The time arrives, when you have reached a certain age, when you want to look at the past and see if you can make any sense of it all. Was it part of a carefully conceived plan, designed to ensure you had just enough good and bad experiences to keep you on ‘the straight path’? Was it just a random collection of events, any one of which could have been totally different dependent on a single flap of a butterfly’s wings?
I recently listened to a conversation on the radio where a well known psychologist was adamant that everything that composed a person’s personality and circumstances was based purely on ‘nurture’ while another guest who was an expert regarding DNA and genes, put forward the view that there was a genetic component, although admittedly a small one. This was dismissed by the psychologist who ultimately ended up sounding like a catholic priest from the 15th century or a spokesman for daesh, so intolerant was he of his fellow guest’s point of view.
However, if the psychologist is right (or even if his is only a partial view which later knowledge will supersede), surely there is some value in examining the events that happened years ago to see how they might have influenced one’s later life.

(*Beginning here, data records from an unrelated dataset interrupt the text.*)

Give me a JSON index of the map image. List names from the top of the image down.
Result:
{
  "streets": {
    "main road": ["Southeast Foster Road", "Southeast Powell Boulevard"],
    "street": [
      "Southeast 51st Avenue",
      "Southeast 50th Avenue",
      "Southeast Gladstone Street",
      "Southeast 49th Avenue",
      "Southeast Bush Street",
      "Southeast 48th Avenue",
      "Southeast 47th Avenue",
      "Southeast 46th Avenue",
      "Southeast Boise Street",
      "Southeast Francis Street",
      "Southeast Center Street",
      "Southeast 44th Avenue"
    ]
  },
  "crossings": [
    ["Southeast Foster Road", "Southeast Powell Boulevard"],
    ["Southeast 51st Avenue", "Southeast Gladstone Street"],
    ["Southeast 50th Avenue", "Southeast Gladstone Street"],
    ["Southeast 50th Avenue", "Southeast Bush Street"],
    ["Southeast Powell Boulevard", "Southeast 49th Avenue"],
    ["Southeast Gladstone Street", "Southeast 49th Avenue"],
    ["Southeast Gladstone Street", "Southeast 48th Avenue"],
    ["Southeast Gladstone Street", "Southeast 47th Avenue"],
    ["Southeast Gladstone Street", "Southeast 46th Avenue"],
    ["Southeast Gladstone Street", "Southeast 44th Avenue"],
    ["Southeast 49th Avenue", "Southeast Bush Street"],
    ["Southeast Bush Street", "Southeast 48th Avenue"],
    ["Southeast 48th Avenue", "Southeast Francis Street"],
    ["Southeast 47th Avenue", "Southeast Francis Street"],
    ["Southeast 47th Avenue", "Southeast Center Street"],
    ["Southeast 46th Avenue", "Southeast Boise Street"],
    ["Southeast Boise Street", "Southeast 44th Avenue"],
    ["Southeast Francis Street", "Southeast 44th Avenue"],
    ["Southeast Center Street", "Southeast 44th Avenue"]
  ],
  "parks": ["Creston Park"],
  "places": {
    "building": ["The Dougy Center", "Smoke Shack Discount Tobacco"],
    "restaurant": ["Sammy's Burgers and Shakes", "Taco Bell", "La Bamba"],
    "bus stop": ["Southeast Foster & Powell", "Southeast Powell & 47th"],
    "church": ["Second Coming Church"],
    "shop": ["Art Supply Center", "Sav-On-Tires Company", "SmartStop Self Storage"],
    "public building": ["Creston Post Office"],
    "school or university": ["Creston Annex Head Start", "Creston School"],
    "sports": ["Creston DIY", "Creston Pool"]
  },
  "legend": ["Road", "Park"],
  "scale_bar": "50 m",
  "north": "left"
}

I often think about incidents that took place at Xaverian College in the 1960s, and St Anne’s Prep School in the 1950s. The intensity with which I can recall them indicates to me the importance they have exerted over the years. But as my father and his brother both attended Xaverian maybe there is a genetic component too…
FriendsReunited is now closed and it looks like all that history is lost forever. I am hoping this site may eventually act as a repository for past pupils from their old grammar school days to capture the experience and history of the place before we all turn to dust.
This site is about my experiences at Xaverian College, Victoria Park in the Sixties, as well as St Anne’s Preparatory School, Fallowfield which was also run by the Xaverian Brothers and acted as a feeder school for the grammar school. I hope it is an affectionate look but I will try and be as accurate as I can. These schools were set up by a Catholic order of brothers, based in the U.S., the Xaverian Brothers.
Although I left in 1965 with two ‘O’ Levels, too ashamed to collect myself, I think many of the experiences I had rather than the academic achievements I missed, have stood me in good stead over the years. I have now retired (if looking after grandchildren could ever be called ‘retired’) after careers in printing followed by Further Education which I left after several years as a software developer.
I hope to give a flavour of the education system in the Fifties and Sixties as well as some of the events which influenced my life over the following years. Oh, and I hope it occasionally makes you smile.
Robert Cummings – St Anne’s Prep – 1957-59, Xaverian College 1959-65
Xaverian College Manchester was, until the 1970s, a grant maintained grammar school. It had been one since it first moved to Victoria Park in 1903. This site is devoted to the grammar school history and has no connection with the present college, housed in the same premises. Xaverian changed to a very successful mixed Sixth Form College and continues to prosper.
The site aims to preserve the character and events of its previous incarnation with an emphasis on the Sixties as there are still (one hopes) many of the former pupils still alive, retired with time on their hands enough to search the site out!
If you have any memories of that time, in any capacity, please register and then share your views and experiences on the forum.
Firstly, my credentials. I went to Xaverian College, Victoria Park from 1960 to 1965 when I left with a total of two O levels (Eng Lang and Geography for those with a morbid curiosity). My father had also trod the same path roughly between 1925 and 1931. He always told me he had left with his School Certificate but as he left to become an apprentice compositor (as did I) I can’t imagine he did a whole lot better than I did.
My father had an elder brother who was my namesake – Robert Cummings – who made the leap from solid working class background to English teacher in a grammar school near Hull, thus demonstrating that social mobility did exist before the Second World War. Oh, and he fought in that against the Japanese in Burma. The only Xaverian story about him that I remember my father telling me was that he had been a prefect who had seen my father, his brother, jump up and pull at a tree branch on the way to school. He reported my father who was caned by the redoubtable Brother Martin as a result. There was still an element of resentment sixty years later. According to my father’s account, Brother Martin had a selection of canes, each with a different thickness and chose an appropriate one based on what criteria I know not. He must have been quite clever as he won the prize medal displayed below.
The engraving reads: ‘Pro Scholae Fidelitate’ R.G Cummings. Translated by Google, this appears as: ‘For Schools Fidelity’. What does that mean? I have no idea unless ‘well done for grassing your brother!